Atwater died a second time, on November 4, 2008,
with the election of Barack Obama. And the Southern Strategy died
with him. As the party known for little else than “starting wars
and jacking votes,” as comedian David Alan Grier recently noted,
the G.O.P. could no longer depend on racism for their bread and
butter. Try as the McCain-Palin ticket did to stoke the flames
of racial anger and resentment by conjuring up the image of Obama
as the uppity communist Muslim terrorist with a radical Black pastor,
the Southern Strategy made its last stand in national politics.
Obama carried nearly every demographic across race, age, gender
and income, and his opponents soon learned that there was not enough
racism in the country to carry them to victory. They soon learned
that their time-tested strategy had become their albatross.
Now, the Republicans are relegated to the
South — an extremist backwater party of white heterosexual Christian
fundamentalism, cultural intolerance and political irrelevance.

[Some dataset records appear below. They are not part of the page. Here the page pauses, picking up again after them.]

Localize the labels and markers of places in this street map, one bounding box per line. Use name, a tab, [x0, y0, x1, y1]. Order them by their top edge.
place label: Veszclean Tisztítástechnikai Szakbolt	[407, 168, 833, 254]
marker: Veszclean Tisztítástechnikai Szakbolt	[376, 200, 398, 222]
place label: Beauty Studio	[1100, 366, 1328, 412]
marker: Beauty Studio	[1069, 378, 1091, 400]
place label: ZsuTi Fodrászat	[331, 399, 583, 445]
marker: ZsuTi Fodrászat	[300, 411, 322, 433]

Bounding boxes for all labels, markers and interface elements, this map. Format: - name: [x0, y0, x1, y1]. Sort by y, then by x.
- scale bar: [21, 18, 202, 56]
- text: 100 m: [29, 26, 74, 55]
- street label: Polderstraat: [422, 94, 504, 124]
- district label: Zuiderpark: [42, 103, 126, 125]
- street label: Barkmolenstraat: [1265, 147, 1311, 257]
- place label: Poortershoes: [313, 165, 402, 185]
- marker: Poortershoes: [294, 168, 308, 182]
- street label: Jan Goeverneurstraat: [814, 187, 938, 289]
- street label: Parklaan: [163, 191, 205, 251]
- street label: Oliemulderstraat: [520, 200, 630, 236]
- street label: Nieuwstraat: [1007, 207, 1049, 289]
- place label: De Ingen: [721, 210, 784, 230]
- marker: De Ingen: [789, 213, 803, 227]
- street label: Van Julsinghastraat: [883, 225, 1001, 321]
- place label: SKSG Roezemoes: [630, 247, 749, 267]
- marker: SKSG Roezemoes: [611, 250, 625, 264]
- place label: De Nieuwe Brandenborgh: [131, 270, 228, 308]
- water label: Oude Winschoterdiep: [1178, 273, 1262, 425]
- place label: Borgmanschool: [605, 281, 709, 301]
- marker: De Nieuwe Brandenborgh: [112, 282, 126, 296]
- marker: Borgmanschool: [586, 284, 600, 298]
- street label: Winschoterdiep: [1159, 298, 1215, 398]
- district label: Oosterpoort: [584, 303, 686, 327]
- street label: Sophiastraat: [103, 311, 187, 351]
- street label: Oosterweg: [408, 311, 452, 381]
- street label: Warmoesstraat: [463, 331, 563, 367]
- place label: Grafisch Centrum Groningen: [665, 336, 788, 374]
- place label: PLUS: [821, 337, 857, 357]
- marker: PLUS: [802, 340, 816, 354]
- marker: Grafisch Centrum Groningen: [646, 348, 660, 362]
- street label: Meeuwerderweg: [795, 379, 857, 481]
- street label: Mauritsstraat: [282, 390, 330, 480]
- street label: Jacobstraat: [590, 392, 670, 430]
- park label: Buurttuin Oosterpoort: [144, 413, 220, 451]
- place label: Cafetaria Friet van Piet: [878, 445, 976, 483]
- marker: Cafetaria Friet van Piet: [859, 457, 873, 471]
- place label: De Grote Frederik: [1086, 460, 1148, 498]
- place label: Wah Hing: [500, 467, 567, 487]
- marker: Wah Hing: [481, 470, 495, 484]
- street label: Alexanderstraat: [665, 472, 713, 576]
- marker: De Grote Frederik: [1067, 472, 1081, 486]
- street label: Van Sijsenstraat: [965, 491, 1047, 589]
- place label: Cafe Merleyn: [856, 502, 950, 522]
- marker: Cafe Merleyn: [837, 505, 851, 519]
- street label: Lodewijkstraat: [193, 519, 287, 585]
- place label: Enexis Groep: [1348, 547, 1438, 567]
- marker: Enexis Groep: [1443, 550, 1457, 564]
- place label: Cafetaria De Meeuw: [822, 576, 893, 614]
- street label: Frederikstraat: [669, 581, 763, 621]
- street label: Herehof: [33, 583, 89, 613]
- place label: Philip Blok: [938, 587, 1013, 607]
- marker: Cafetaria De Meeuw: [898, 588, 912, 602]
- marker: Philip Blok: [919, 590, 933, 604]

They embrace xenophobia, islamophobia
and homophobia as America becomes a browner, more diverse nation.
They uphold the plutocratic interests of free market capitalism
at a time when the public demands greater government intervention
in the economy, as a check against corporate excess and upward wealth
redistribution.
But hold it, wait a minute: let’s not lull ourselves
into thinking that all is well, and that we have somehow waved a magic wand to bring us into a post-racial America. The election
of the first Black president has sparked over 200 hate-related incidents,
according to the Southern Poverty Law Center. And while the president-elect
is African American, Black men are still the most marginalized,
at-risk segment of the population. They are funneled into a cradle-to-prison
pipeline, and while they are overrepresented among the clients of
social service agencies, rarely are they sought for leadership positions
in the nation’s nonprofit organizations.
Nevertheless, recent developments are promising.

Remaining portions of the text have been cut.